We're at E3 2017 covering the year's biggest gaming event. Be sure to check out all our coverage on our E3 2017 hub!
Microsoft's Xbox press conference for E3 2017 is over and done, and it was a monster that clocked in at nearly two hours. And, to give Microsoft due credit, most of those two hours were packed with games.
There was a nice balance between trailers and live gameplay footage, plus there was little time wasted on extended play sessions between esports competitors [cough] or musical performances by one of those hip bands the kids love.
But there was still a six teraflop-sized elephant in the room that threw a shadow over the reveal of Assassin's Creed Origins, made us temporarily forget the excellent news about Minecraft's cross-platform play, and interrupted our mourning for the sad baby owl in Ori and the Will of the Wisps. Microsoft's "Project Scorpio" 4K upgrade for the Xbox One, now officially called the Xbox One X, has a hefty price tag attached to it: $499 US dollars.
The instant, easy response to Xbox One X's price point is, "Who wants to pay that much money for a system that has no games?" That's disingenuous, though. Microsoft's conference demonstrates a lot of great games are coming to Xbox One. And while not every game we saw today needs to be experienced in 4K, I can certainly see the appeal for people who intend to pick up Forza 7 Motorsport.
Here's the rub, though: Nearly every Xbox One game we saw today is also coming to Windows 10 and / or the PlayStation 4. Most players who cherish peak game performance already have great gaming PCs. They don't need an $499 Xbox One, liquid-cooled processor or no.
The Xbox One X just doesn't have enough exclusivity to lure people in. If we can learn anything from the success of the Nintendo Switch – and the success of Nintendo portables in general – it's that impressive-looking console hardware numbers don't mean a heck of a lot to 95% of the gaming population. People generally don't care if a game system is powered by a hamster running on a wheel made of toothpicks and chewing gum; they just want to know what that system can offer over every other system on the store shelf. Zelda: Breath of the Wild, Mario Kart 8, and the Switch's portability won people over almost instantly even though the system's hardware isn't very powerful, and its software is under-cooked.

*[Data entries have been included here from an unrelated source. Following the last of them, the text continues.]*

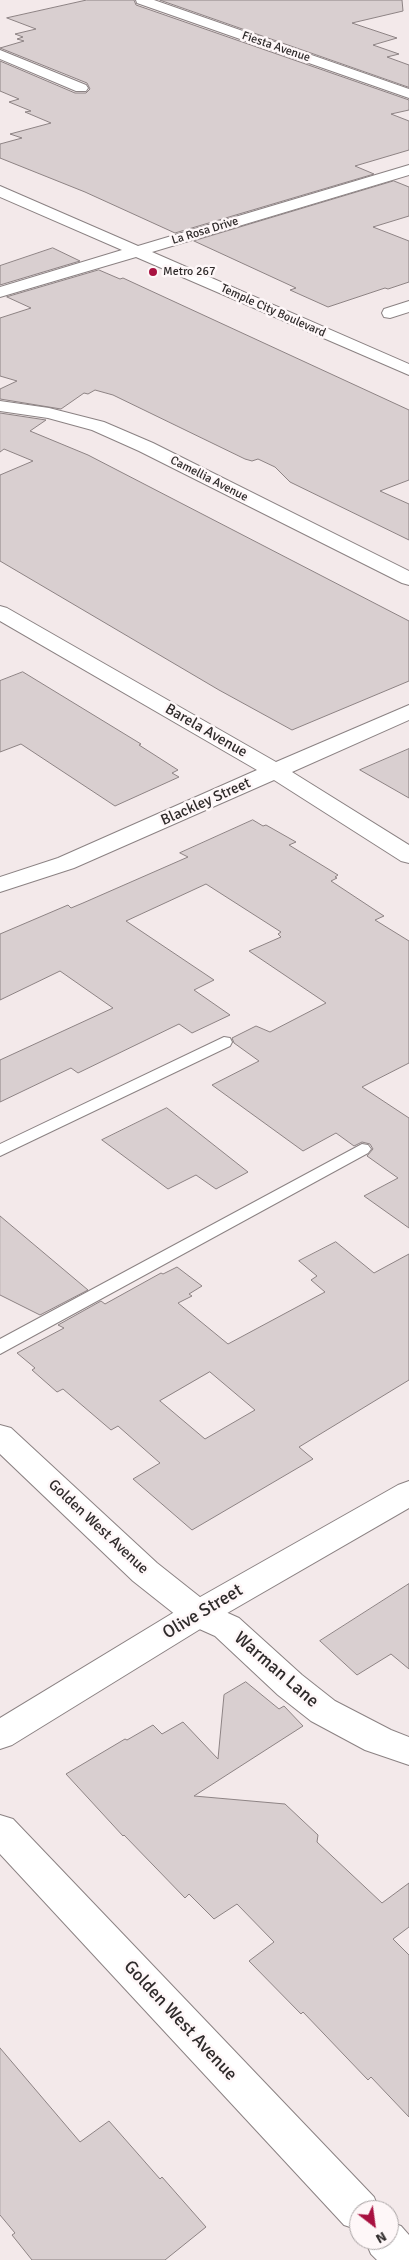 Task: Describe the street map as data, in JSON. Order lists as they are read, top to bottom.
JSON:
{
  "streets": {
    "street": [
      "Fiesta Avenue",
      "La Rosa Drive",
      "Temple City Boulevard",
      "Camellia Avenue",
      "Barela Avenue",
      "Blackley Street",
      "Golden West Avenue",
      "Olive Street",
      "Warman Lane"
    ]
  },
  "crossings": [
    ["La Rosa Drive", "Temple City Boulevard"],
    ["Barela Avenue", "Blackley Street"],
    ["Golden West Avenue", "Olive Street"],
    ["Golden West Avenue", "Warman Lane"],
    ["Olive Street", "Warman Lane"]
  ],
  "places": ["Metro 267"],
  "north": "bottom right"
}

Again, the games we saw at the press conference today looked great. But I already know they're not locked out of the vanilla Xbox One (which would be an incredibly silly thing for Microsoft to do, of course), so I don't have to dish out $499 to play them. My Xbox One will suffice, plus my PC runs Windows 10. Simply put, there's no reason for me to buy the Xbox One X even though I'm an avid game player, and I doubt I'm alone on this one.
Another problem for the Xbox One X: Sony beat Microsoft to the console upgrade punch by over six months with the PlayStation 4 Pro. Sony hasn't been forthcoming with sales numbers for the PS4 Pro, but the tittle-tattle in the industry is that it's doing pretty OK, maybe. As Mike points out in his review of the system, the PS4 Pro serves a small niche – probably a little smaller than Sony hoped, if it's not offering up any numbers.
What's this have to do with the Xbox One X's future? Well, consider that PlayStation 4 is currently outselling the Xbox One by quite a large margin, and the lukewarm response to the PlayStation 4 represents a niche in a sizeable fanbase. According to reports, the PlayStation 4 is outselling the Xbox One two-to-one in North America – and maybe even three-to-one in Europe.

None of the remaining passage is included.